Warning
This package is in early development and not ready for use
ScarScape extracts the landscape of tumorigenic scars from cancer omics data. For each tumour, it processes common biological data types, classifying each instance of omic damage by its affected loci, sequence context, clustering pattern, and other contextual features. It then reports the frequency of these distinct damage types.

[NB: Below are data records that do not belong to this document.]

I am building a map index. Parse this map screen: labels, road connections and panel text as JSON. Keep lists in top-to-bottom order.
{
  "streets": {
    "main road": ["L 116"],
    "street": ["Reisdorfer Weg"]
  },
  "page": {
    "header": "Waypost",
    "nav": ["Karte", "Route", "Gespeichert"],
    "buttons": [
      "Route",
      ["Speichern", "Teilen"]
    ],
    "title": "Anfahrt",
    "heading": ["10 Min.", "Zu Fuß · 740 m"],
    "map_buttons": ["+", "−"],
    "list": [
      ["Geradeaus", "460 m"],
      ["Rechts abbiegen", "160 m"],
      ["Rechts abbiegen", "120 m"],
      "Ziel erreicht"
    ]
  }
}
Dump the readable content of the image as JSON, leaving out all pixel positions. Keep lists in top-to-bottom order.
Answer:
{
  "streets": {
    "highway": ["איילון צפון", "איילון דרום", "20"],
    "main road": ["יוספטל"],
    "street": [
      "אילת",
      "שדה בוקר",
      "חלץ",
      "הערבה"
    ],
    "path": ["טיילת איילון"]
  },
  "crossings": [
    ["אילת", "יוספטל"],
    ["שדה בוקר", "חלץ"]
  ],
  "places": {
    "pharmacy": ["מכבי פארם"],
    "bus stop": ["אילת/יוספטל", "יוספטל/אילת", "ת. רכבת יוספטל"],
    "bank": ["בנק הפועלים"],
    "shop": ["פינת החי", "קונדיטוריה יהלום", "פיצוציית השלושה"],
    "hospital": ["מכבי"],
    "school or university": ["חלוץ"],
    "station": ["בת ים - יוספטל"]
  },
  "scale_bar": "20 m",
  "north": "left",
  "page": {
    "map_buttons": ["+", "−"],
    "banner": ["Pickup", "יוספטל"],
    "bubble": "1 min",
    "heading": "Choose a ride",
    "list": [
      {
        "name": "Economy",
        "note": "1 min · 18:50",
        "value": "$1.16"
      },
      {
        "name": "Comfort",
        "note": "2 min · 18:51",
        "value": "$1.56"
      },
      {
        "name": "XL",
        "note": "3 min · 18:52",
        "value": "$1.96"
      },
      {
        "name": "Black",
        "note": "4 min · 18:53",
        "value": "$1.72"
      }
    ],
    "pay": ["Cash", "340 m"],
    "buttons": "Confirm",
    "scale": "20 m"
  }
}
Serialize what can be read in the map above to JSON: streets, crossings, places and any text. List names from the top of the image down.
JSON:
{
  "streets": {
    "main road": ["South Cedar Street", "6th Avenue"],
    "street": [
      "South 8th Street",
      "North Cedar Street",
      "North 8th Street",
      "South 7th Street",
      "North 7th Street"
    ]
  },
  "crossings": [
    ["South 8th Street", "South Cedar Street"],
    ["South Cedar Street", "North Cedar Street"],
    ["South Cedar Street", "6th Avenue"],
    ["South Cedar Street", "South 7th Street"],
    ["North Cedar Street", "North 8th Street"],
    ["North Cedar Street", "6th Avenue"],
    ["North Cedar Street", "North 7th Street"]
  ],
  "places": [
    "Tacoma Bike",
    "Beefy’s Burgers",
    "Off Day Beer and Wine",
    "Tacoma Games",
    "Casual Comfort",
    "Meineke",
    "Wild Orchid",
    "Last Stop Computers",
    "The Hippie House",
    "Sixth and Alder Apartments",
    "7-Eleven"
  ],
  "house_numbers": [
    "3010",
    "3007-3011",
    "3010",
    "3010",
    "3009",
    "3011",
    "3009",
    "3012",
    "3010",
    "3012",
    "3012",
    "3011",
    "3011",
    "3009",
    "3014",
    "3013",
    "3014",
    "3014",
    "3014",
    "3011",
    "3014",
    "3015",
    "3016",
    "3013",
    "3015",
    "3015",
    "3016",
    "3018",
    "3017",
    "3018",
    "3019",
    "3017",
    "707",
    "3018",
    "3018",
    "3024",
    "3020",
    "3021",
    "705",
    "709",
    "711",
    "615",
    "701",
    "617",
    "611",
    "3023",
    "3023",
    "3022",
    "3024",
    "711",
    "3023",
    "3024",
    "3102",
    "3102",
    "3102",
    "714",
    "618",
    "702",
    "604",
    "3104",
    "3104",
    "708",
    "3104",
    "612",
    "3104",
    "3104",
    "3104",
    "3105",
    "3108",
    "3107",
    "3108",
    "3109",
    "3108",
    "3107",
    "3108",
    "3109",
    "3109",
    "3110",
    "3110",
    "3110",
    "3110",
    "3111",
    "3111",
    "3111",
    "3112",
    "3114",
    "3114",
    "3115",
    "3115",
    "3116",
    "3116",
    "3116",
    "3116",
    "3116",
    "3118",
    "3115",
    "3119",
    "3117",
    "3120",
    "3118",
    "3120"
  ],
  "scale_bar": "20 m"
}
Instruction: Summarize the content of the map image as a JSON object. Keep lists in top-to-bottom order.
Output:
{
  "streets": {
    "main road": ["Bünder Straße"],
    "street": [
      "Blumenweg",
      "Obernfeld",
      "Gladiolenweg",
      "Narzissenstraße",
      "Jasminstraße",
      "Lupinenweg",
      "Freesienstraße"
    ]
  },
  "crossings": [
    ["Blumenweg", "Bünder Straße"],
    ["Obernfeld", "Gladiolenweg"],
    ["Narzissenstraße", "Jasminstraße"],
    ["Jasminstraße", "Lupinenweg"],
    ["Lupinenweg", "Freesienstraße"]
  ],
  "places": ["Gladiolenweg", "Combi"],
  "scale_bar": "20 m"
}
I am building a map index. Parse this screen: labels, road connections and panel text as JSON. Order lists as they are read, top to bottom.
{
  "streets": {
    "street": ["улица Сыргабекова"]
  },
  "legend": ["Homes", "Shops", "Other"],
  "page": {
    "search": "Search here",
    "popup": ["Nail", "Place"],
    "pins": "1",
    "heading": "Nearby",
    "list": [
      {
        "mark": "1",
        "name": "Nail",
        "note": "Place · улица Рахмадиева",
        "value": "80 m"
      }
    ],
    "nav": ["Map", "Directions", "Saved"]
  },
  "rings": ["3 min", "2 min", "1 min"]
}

By carefully defining how mutations are classified and counted, ScarScape aims to clearly reveal the active mechanisms driving tumorigenesis.
Refer to the latest release for installation instructions.
The development version can be installed using cargo
cargo install --git https://github.com/CCICB/scarscape
Prepare a manifest CSV with the following columns:
- sample: Unique sample identifier (must match SNV VCF identifiers)
- snv: Path to SNV/INDEL VCF (bgzipped and indexed via
tabix -p vcf path/to/vcf.gz
) - sv: Path to structural variant VCF (one entry per breakend)
- cnv: Path to copy number TSV (must include:
chromosome
,start
(1-based),end
(inclusive),copyNumber
,minorAlleleCopyNumber
)
Note: Each sample must have at least one file type specified (snv, sv, or cnv).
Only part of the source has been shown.